Representatives of an ultra-orthodox Jew in New York called Rabbi Schiller offered the National Front a large sum of money, on one somewhat surprising condition, which I shall reveal in a moment.

In Italy, meanwhile, on another occasion, some of Nick’s ‘far-right’ fellow travellers were made a similarly generous offer by a wealthy Jewish outfit. Again, the money was dependent on the fulfilment of one surprising term.

Then, Griffin went on, there was the example of his friend in Northern Ireland, a social marketing genius who was offered a blank cheque by Jewish interests, but only on one condition.

Here’s the interesting part. Perhaps you thought - as I certainly did - that in all three instances the Jewish donors would have made the same request: talking more about the Holocaust, maybe; toning down the anti-Semitism; avoiding criticism of Israel; something like that.

But no. The things that were requested were all very different - and also quite unexpected.

In the case of the National Front, the request was that they should stop griping about the perils and iniquities of the banking system.

With the Italians, the request was that they cease to sing the praises of Corneliu Codreanu, a Romanian fascist leader - founder of the Iron Guard - assassinated in the 1930s.

And in the case of the Northern Irish marketing guru, it was that he should stop talking about the evils of abortion.
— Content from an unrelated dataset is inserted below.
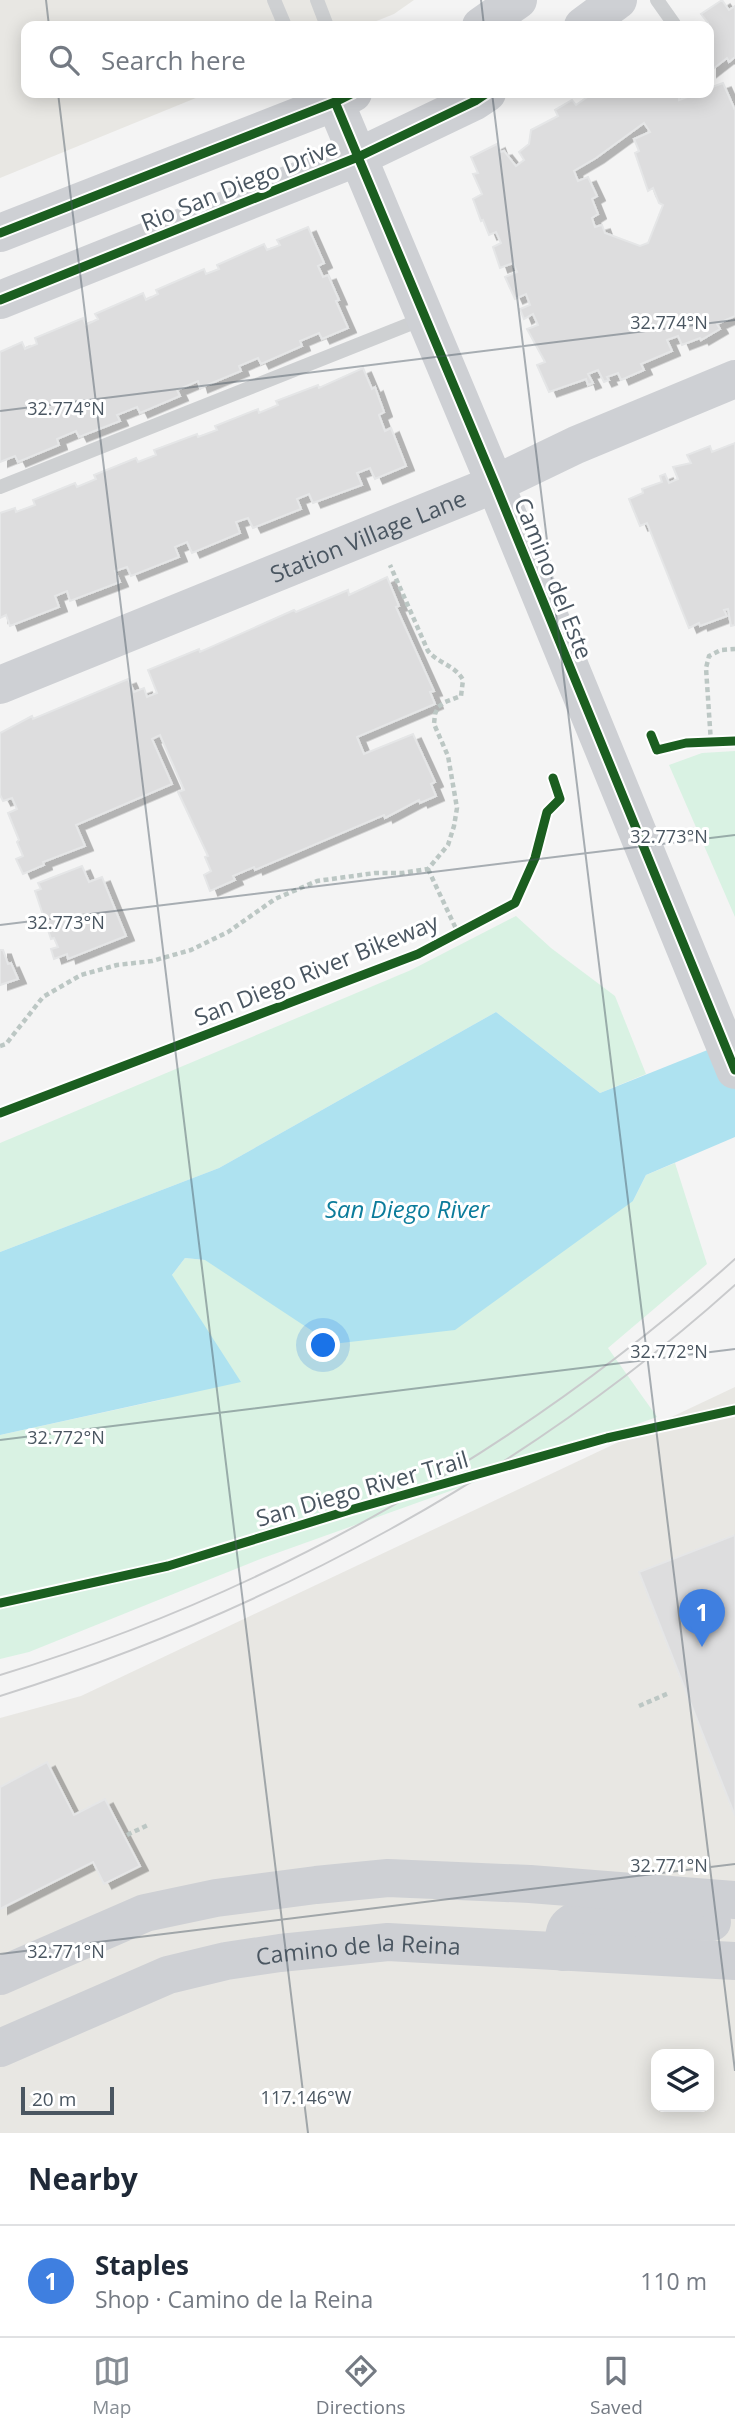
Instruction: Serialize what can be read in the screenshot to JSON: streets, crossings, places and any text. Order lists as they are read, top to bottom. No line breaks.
{"streets":{"main road":["Rio San Diego Drive","Station Village Lane","Camino del Este","Camino de la Reina"],"cycle path":["San Diego River Bikeway","San Diego River Trail"]},"crossings":[["Rio San Diego Drive","Camino del Este"],["Station Village Lane","Camino del Este"]],"water":["San Diego River"],"scale_bar":"20 m","page":{"search":"Search here","pins":"1","scale":"20 m","heading":"Nearby","list":[{"mark":"1","name":"Staples","note":"Shop · Camino de la Reina","value":"110 m"}],"nav":["Map","Directions","Saved"]},"coordinates":["32.774°N","32.773°N","32.772°N","32.771°N","117.146°W"]}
The three very different provisos only had one thing in common: each was very dear to the heart of the people to whom the money offer had been made. To the National Front, banking was the key plank of their economic argument. To the Italians, Codreanu was a beloved romantic hero and role model. To the Northern Irishman, crusading against abortion was a moral imperative.

“They offer you everything you need,” explained Griffin. “But in every case they are only prepared to give it to you on condition that you sacrifice the thing closest to your heart.”

Perhaps experts in the Kabbala, or the Babylonian Mystery Religions, or the occult generally can explain to me what is going on here. But clearly these offers have great ritual significance - and also go some way towards explaining the nature of a world whose temporary god, according to the scriptures, is Satan.

Yes, you will be granted whatever you want. But not until you’ve first sold your soul.